At least that’s what Alma Avery Rubenstein, professional dating coach, tells me when she makes me stand up—mortified—in Sip & Kranz Café and Wine Bar so she can give me a thorough once-over. “Your skirt could be tighter,” she says. And I need to stand straighter. “You want to project an attitude that says, ‘Check me out.’”
Clearly, “tactful” is not a word you’d find in a personal ad for Rubenstein. But “nervy” is. For the past six years, the petite 40-year-old—who has appeared on The Bachelor and Blind Date—has run a professional dating business in Seattle, making a living out of telling people what they’re doing wrong (and right) when it comes to love: too much nose hair, too little cleavage, way too much cologne. Rubenstein personally meets and screens every potential participant for her speed-dating sessions. After all, when your reputation is on the line, you don’t want Johnny Close-Talker showing up.

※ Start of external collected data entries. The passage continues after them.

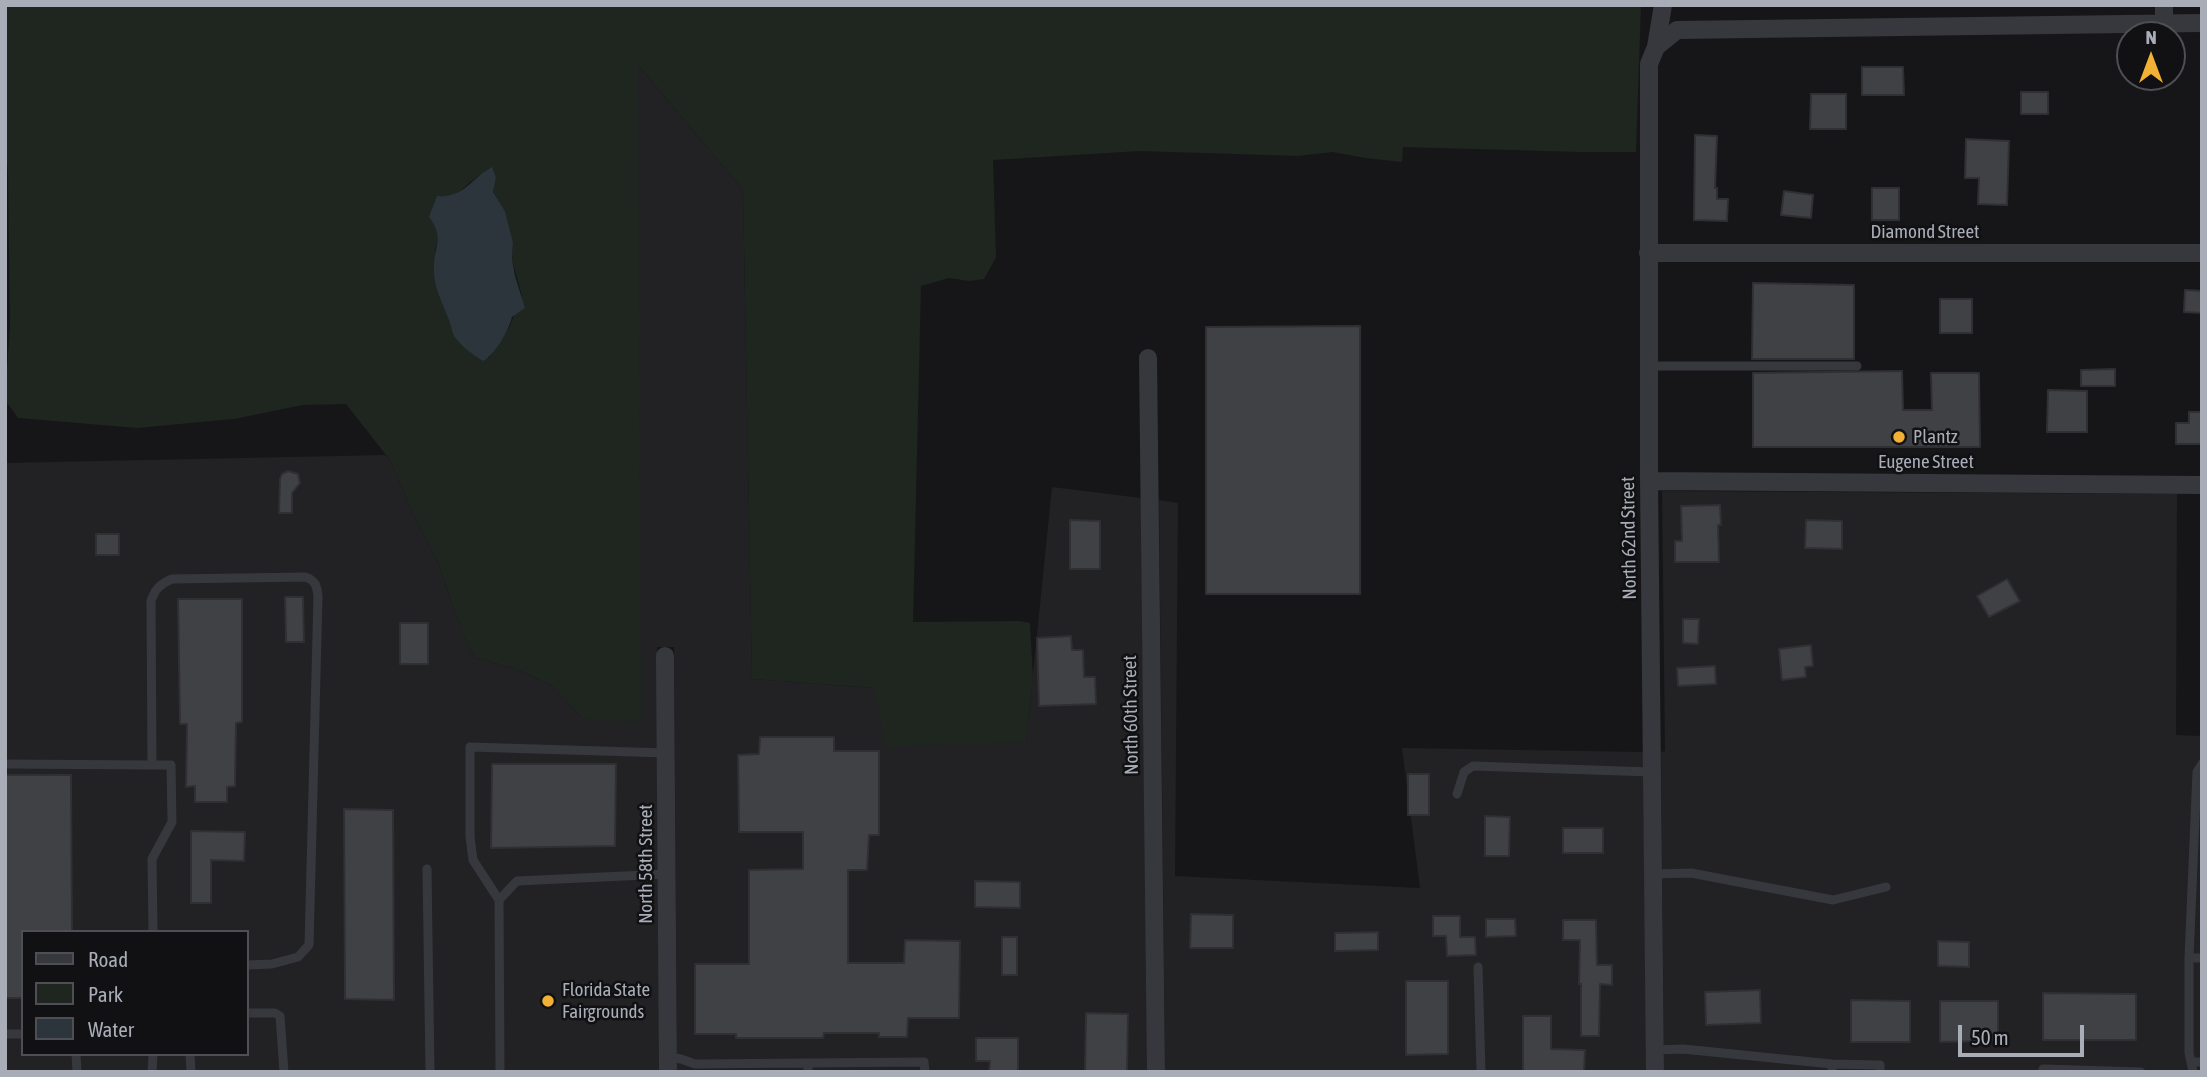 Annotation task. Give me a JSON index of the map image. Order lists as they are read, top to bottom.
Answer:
{
  "streets": {
    "street": [
      "Diamond Street",
      "Eugene Street",
      "North 62nd Street",
      "North 60th Street",
      "North 58th Street"
    ]
  },
  "crossings": [
    ["Diamond Street", "North 62nd Street"],
    ["Eugene Street", "North 62nd Street"]
  ],
  "places": ["Plantz", "Florida State Fairgrounds"],
  "legend": ["Road", "Park", "Water"],
  "scale_bar": "50 m",
  "north": "top"
} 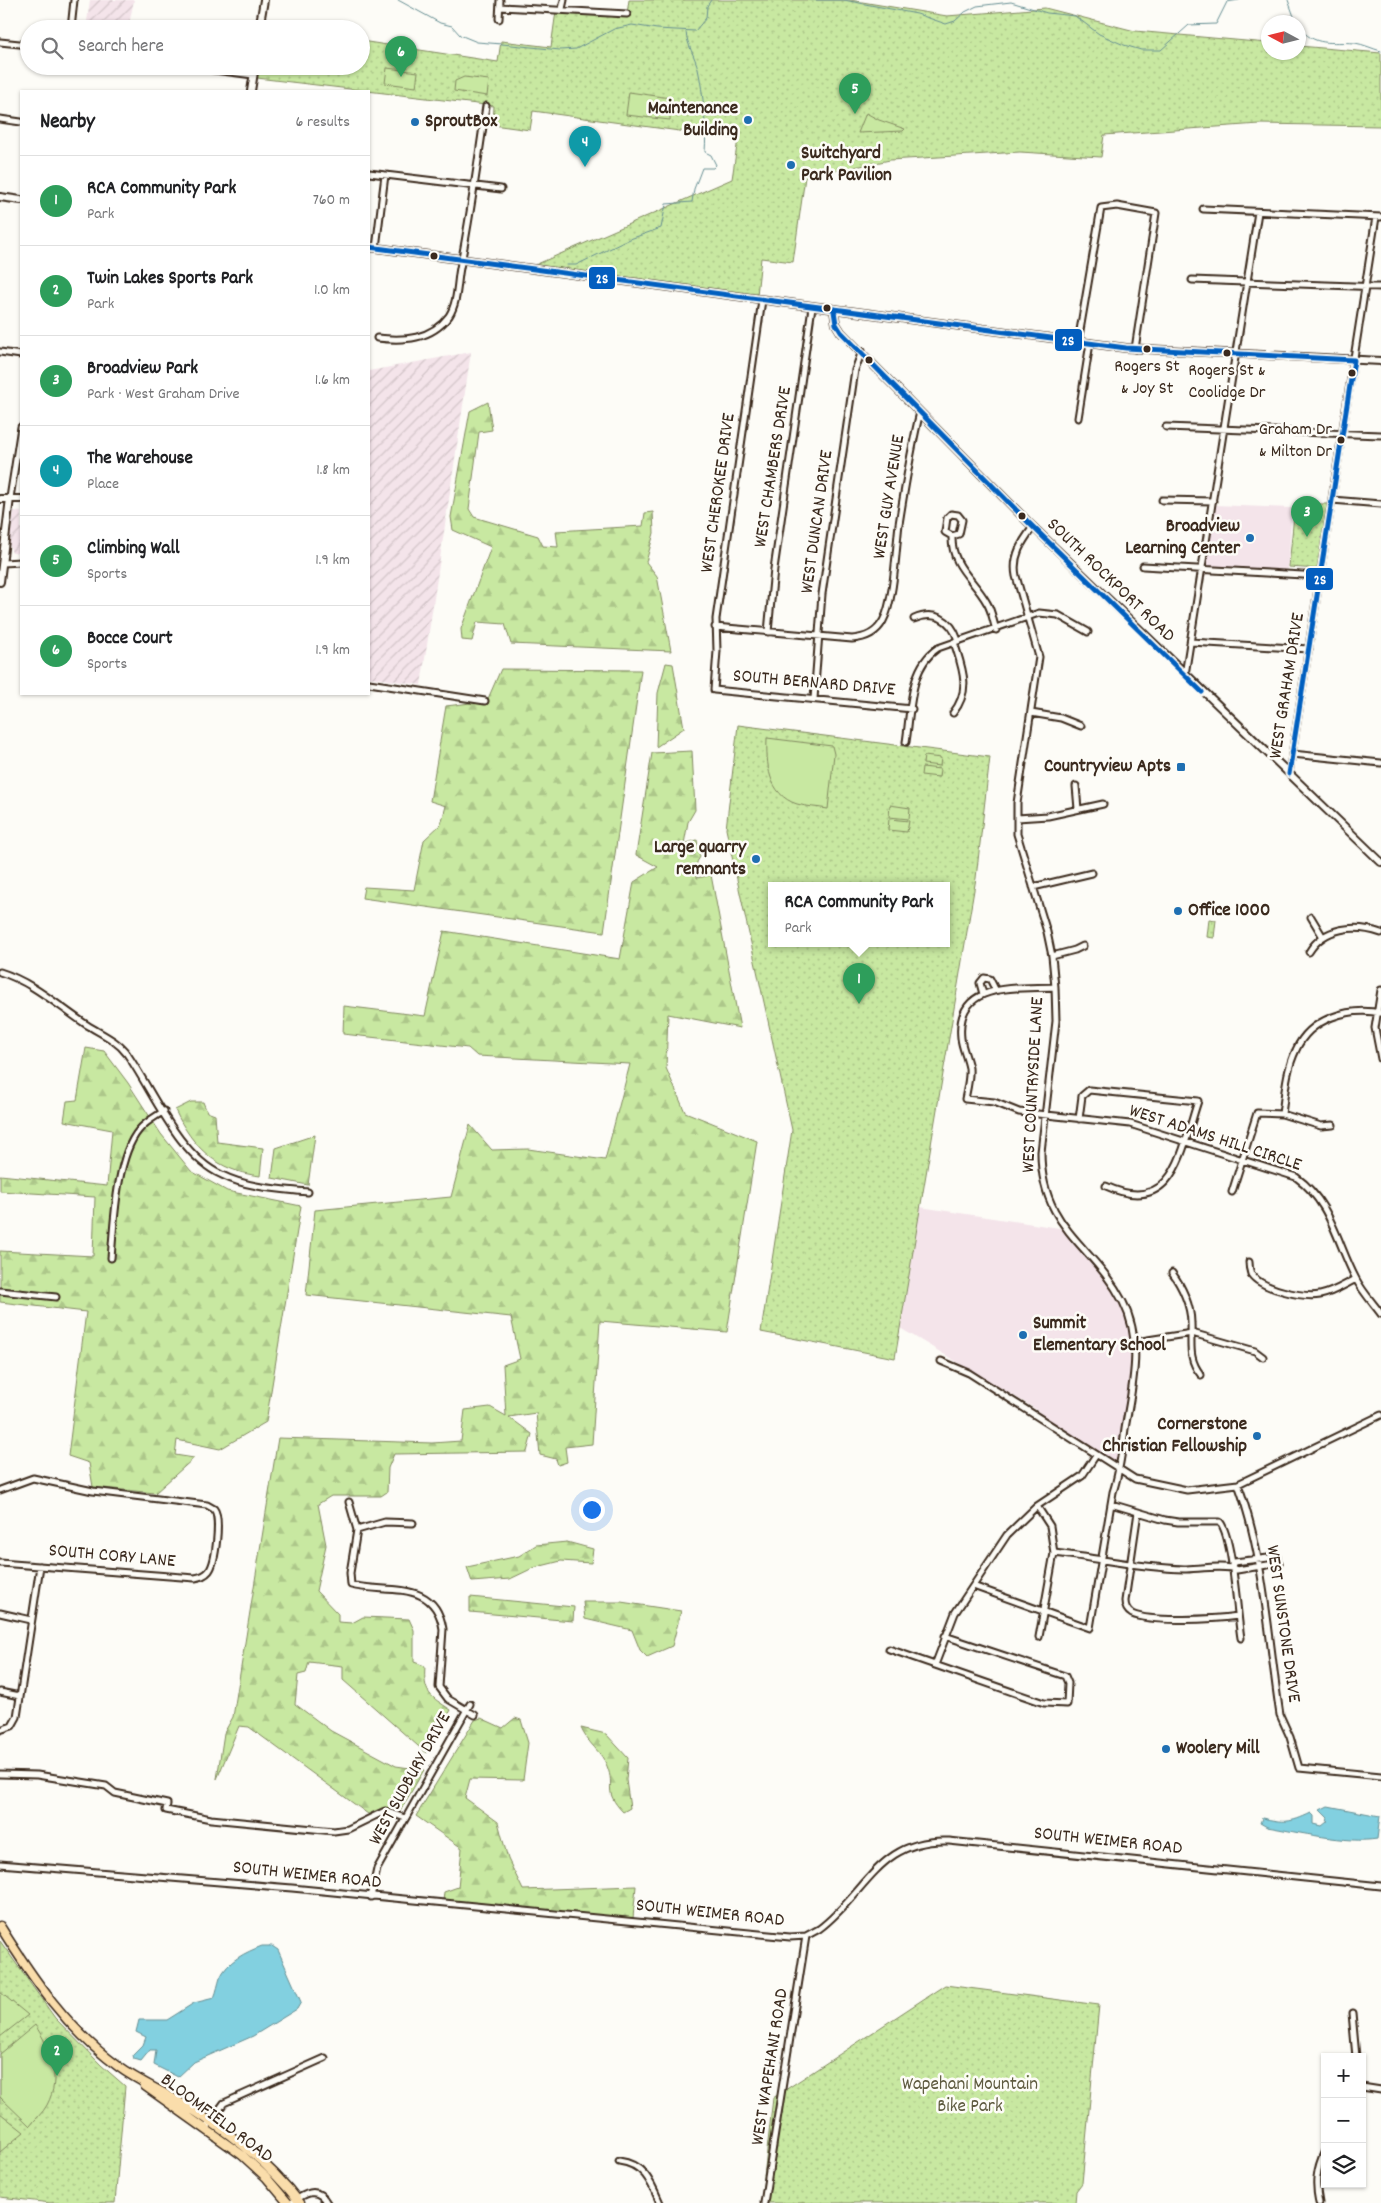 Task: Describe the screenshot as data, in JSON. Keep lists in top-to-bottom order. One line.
{"streets":{"main road":["BLOOMFIELD ROAD"],"street":["WEST CHAMBERS DRIVE","WEST CHEROKEE DRIVE","WEST GUY AVENUE","WEST DUNCAN DRIVE","SOUTH ROCKPORT ROAD","SOUTH BERNARD DRIVE","WEST GRAHAM DRIVE","WEST COUNTRYSIDE LANE","WEST ADAMS HILL CIRCLE","SOUTH CORY LANE","WEST SUNSTONE DRIVE","WEST SUDBURY DRIVE","SOUTH WEIMER ROAD","WEST WAPEHANI ROAD"]},"crossings":[["WEST CHAMBERS DRIVE","WEST GUY AVENUE"],["WEST CHEROKEE DRIVE","WEST GUY AVENUE"],["WEST CHEROKEE DRIVE","SOUTH BERNARD DRIVE"],["WEST GUY AVENUE","WEST DUNCAN DRIVE"],["WEST GUY AVENUE","SOUTH ROCKPORT ROAD"],["WEST DUNCAN DRIVE","SOUTH ROCKPORT ROAD"],["WEST DUNCAN DRIVE","SOUTH BERNARD DRIVE"],["SOUTH ROCKPORT ROAD","WEST GRAHAM DRIVE"],["SOUTH ROCKPORT ROAD","WEST COUNTRYSIDE LANE"],["WEST COUNTRYSIDE LANE","WEST ADAMS HILL CIRCLE"],["WEST SUDBURY DRIVE","SOUTH WEIMER ROAD"],["SOUTH WEIMER ROAD","WEST WAPEHANI ROAD"]],"parks":["Wapehani Mountain Bike Park"],"places":{"other":["Maintenance Building","SproutBox","Switchyard Park Pavilion","Rogers St & Joy St","Rogers St & Coolidge Dr","Graham Dr & Milton Dr","Broadview Learning Center","Large quarry remnants","Office 1000","Summit Elementary School","Cornerstone Christian Fellowship","Woolery Mill"],"transit":["Countryview Apts"]},"lines":["transit line 2S"],"north":"left","page":{"search":"Search here","pins":["6","5","4","3","1","2"],"heading":["Nearby","6 results"],"list":[{"mark":"1","name":"RCA Community Park","note":"Park","value":"760 m"},{"mark":"2","name":"Twin Lakes Sports Park","note":"Park","value":"1.0 km"},{"mark":"3","name":"Broadview Park","note":"Park · West Graham Drive","value":"1.6 km"},{"mark":"4","name":"The Warehouse","note":"Place","value":"1.8 km"},{"mark":"5","name":"Climbing Wall","note":"Sports","value":"1.9 km"},{"mark":"6","name":"Bocce Court","note":"Sports","value":"1.9 km"}],"popup":["RCA Community Park","Park"],"map_buttons":["+","−"]}}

“I want to ensure quality,” Rubenstein says. “Meaning, I want to weed out the crazies.”
Now the sharp-tongued brunette has relocated her advice to Portland, where she’s running standing-room-only speed-dating parties and flirting classes (pdxspeeddating.com) at Bridgeport Brewpub, Candy, and Fenouil. So far, Rubenstein hasn’t been wowed by the state of our singles scene, despite its potential. While we have no shortage of people on the hunt—according to the US Census Bureau, nearly 60 percent of Portlanders are unmarried—she is frustrated by the collective lack of initiative. She hasn’t heard one good pickup line in the nine months she’s been here.
“Women could walk around naked in this city and not get noticed,” Rubenstein says.
But it’s not all the fault of those Portlanders with Y chromosomes. She notes that women here seem to be petrified of rejection, too. And, a few minutes into our $125-per-hour, one-on-one lesson in flirting, she’s deduced that I am Exhibit A. So she gives me homework: I have a week to give my phone number to three men. All in a night’s work for some, perhaps, but for a woman whose own mother had to actually pay her to go out on a date, it’s excruciating.
For six days, I roam Safeway, scour the gym, and eye men in cafés. But the best I can manage is a quasi-flirtation with a Pizza Hut delivery guy in the elevator.
“Typically Portland,” Rubenstein scolds at our next lesson. “If you want to make changes in your life, you have to do something different.”
So we head to Jamison Square for some training: role-playing. She plays the man. “Nice shoes,” is the best line I can muster. The master sighs, then takes over my role.
“Here,” she says, handing me her business card. “I think you dropped this.”